Notlarım arasında vardı… Siz benden önce attar dükkânına girdiniz! Üstadınızın Üsküdar’daki mütevazı attar dükkânındaki sohbetlere siz de iştirak ettiniz mi? Attar dükkânının Üsküdar’ın, bir adım öte İstanbul’un kültür-sanat ve maneviyat iklimine yaptığı katkılar hakkında neler söylemek istersiniz?
Bendenizin gittiği zamanlarda bazen rahmetli Yüksel Özemre ve Nezih Uzel’e rastladığımı hatırlıyorum. Onlarla sohbetleri olur, ben de bir kenarda dinlerdim. Zaten tezgâhın önünde bir kişilik yer vardı, birisi gelince biz içeri geçer, birisi daha geldi mi, üst kat merdiven ayağına otururduk. Kimse yokken daha keyifliydi. Hocam merhum çok mültefit davranır, şayet kendisi yeni ebrular yapmış ve ben görmemişsem, ”Al karıştır bakalım” diyerek tomarı uzatırdı. Bazen içinden beğendiği bir tanesini çıkarıp hediye ederek fakiri sevindirirdi. Fakat hiç istediğimi hatırlamıyorum. Fevkalade ayıp gelirdi. Sadece satın almak için benden ricacı olan birisi için bir defa istedim.
Attar dükkânının eski müdavimlerini ben şahsen tanımadım, onların dönemlerine yetişemedim. Ama şurası muhakkak ki dükkân sahipleri ve müdavimler Üsküdar ve İstanbul irfan ve sanatının yüz akı kimseleri idiler. Bugün tahassürle yâd ettiğimiz pek çok şey o zaman ve o zeminde gayet tabii, hatta kayda değmez şeyler idi.
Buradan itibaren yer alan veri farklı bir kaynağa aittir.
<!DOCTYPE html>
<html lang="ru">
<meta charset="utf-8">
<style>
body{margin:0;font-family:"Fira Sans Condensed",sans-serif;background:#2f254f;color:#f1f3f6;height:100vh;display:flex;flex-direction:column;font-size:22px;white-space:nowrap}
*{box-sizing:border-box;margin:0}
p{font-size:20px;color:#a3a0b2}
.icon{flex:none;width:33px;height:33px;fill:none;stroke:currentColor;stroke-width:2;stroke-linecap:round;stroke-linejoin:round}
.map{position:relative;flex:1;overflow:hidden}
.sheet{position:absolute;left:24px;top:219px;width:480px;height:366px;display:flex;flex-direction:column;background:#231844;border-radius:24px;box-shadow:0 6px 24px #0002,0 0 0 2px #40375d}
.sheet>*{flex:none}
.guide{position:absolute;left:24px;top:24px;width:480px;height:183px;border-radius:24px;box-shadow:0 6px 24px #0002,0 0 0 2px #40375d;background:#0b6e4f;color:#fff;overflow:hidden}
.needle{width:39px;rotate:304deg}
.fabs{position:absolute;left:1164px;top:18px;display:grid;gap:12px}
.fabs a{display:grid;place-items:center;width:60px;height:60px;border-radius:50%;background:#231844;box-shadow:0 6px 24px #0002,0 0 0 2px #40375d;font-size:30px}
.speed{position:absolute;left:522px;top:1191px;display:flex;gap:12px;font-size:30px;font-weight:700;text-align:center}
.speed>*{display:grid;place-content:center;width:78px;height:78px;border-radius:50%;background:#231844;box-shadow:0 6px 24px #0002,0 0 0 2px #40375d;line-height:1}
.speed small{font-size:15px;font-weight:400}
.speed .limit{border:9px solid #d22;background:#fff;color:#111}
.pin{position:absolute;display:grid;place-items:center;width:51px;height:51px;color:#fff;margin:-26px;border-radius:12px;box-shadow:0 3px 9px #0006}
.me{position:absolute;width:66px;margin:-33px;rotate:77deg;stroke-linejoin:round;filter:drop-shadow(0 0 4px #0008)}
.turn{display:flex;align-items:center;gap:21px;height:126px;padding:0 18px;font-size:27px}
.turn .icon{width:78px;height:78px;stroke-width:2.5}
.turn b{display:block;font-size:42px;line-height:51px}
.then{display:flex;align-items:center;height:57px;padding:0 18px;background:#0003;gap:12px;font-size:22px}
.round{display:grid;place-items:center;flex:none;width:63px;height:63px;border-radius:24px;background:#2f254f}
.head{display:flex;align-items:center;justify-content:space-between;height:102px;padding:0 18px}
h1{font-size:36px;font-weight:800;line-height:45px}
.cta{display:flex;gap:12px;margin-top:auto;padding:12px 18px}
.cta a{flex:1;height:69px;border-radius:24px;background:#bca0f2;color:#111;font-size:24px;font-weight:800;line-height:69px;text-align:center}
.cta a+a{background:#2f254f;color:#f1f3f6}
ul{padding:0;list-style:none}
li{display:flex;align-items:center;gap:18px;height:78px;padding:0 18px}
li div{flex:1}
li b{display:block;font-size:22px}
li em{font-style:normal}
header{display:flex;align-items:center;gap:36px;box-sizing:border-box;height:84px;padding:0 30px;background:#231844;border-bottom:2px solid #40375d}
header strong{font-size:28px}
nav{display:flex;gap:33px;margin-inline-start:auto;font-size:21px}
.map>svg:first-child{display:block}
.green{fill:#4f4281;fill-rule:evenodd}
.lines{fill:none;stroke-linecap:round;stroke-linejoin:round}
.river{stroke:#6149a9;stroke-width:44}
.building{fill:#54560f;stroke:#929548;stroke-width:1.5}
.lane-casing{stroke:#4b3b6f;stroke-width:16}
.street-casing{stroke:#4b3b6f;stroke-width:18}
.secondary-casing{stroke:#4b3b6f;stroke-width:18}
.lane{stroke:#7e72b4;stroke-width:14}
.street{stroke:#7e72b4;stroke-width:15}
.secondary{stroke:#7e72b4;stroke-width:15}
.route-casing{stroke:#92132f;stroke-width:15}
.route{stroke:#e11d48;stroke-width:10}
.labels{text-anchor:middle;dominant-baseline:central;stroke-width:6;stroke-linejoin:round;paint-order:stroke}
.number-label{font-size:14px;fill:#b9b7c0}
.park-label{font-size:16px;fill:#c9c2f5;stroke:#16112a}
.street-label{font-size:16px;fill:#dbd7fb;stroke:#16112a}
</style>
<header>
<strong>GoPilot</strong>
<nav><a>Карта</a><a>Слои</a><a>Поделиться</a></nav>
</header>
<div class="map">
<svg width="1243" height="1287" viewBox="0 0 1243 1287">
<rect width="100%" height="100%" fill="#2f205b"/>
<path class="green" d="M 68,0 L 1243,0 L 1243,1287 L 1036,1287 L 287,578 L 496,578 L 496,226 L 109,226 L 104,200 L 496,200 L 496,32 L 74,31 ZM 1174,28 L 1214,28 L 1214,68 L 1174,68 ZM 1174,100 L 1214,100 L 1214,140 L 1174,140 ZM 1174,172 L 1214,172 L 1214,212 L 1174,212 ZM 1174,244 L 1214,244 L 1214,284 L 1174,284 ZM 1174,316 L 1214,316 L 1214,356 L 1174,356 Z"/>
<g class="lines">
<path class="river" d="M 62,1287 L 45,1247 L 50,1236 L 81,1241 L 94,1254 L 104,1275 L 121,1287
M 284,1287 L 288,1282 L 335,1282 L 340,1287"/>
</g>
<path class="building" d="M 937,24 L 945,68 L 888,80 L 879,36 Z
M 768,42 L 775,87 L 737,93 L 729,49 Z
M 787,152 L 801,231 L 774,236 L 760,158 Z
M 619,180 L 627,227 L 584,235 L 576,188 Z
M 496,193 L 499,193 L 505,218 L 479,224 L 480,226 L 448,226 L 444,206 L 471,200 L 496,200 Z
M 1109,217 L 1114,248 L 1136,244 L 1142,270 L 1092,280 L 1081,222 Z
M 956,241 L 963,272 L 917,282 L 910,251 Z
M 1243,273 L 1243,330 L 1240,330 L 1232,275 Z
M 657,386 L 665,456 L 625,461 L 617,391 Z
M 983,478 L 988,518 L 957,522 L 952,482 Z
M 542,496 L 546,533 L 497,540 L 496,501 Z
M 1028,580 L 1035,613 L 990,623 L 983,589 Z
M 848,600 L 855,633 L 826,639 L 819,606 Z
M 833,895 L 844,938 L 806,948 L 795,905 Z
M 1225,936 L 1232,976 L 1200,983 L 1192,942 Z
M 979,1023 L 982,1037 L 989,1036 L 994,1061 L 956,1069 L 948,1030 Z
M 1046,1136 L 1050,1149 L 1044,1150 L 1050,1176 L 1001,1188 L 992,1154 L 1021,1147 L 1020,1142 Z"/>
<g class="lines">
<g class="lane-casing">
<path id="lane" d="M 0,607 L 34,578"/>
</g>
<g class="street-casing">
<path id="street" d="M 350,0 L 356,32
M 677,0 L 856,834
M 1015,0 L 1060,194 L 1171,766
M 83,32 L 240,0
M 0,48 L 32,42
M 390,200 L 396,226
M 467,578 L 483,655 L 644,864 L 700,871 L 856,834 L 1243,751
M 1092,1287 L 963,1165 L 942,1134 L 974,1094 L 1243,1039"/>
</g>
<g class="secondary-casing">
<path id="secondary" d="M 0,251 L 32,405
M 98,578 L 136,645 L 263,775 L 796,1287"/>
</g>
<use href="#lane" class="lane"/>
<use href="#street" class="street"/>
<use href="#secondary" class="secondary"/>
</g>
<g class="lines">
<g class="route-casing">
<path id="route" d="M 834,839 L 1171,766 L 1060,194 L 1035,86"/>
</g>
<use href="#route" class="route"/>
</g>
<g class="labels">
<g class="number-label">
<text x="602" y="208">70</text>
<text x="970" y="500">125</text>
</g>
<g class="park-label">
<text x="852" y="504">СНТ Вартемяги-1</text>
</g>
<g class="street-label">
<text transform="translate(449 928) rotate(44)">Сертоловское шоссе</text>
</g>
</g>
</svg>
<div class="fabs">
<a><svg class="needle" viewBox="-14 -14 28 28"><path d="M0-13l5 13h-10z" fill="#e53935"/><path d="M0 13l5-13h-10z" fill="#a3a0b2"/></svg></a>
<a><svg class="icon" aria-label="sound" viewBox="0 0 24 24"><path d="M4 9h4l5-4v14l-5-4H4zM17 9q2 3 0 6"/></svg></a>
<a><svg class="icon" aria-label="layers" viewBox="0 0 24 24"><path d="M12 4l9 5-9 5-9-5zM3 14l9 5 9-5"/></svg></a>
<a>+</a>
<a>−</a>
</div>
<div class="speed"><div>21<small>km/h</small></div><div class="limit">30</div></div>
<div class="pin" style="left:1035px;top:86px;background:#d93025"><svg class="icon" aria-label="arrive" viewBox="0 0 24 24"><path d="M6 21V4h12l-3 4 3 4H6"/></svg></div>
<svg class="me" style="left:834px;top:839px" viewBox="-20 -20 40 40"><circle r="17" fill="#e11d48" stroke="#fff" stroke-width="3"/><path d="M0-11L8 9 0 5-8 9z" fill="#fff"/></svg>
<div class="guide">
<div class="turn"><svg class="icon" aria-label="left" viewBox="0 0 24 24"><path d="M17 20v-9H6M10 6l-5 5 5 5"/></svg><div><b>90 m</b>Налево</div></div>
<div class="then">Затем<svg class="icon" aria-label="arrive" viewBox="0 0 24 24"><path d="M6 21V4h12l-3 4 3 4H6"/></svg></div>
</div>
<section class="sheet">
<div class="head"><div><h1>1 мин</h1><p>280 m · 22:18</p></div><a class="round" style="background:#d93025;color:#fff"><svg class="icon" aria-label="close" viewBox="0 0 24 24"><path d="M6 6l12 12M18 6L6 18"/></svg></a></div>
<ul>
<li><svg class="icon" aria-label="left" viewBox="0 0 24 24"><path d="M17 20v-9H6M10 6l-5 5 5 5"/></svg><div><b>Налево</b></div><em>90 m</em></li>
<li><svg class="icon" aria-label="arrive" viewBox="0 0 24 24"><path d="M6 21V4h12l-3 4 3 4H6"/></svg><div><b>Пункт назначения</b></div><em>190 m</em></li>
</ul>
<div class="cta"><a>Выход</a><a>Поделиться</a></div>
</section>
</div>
Az önce Necmettin Efendi’nin somaki mermerini verişini arz ettim. Bugün için o türden ihsanlara ne kadar uzak bir hâl aldık. Herkes almaktan yana, vermekten değil maalesef. Mürşidi Eşref Amca “Bir toplu iğne ucu isteyemem” dermiş. Tasavvuf sohbetleri, tarikat erbabı bugün pek çok. Fakat hep anlatım, “dır”lı ,”dir”li söyleyişler. Hâle dair bir nişâne arayanların vay haline! Attar dükkânının temsil ettiği şey, yaşanan bir hal idi.
Günümüz geleneksel sanatlar camiasının Düzgünman Hoca’nın hangi yönlerini kendilerine örnek almaları gerekiyor?
Bila ücret ve bila şöhret olmaya rıza göstermek. Hemen şöhret, hemen servet mi yoksa sanat mı? Tercihlerini ona göre yapmaları lazım. Hemen sergi açalım mı yoksa daha iyisini, daha güzelini aramaya devam mı? Bu aslında sadece onu örnek alarak hatırlanacak bir tutum değil, hakiki sanat ehli olan her üstad için göz önüne alınarak cevabı verilecek bir sorudur.
Son olarak cennetmekân hocanızla ilgili neler söylemek istersiniz?
Artan bir şekilde özlüyorum. Çok ama çok özledim.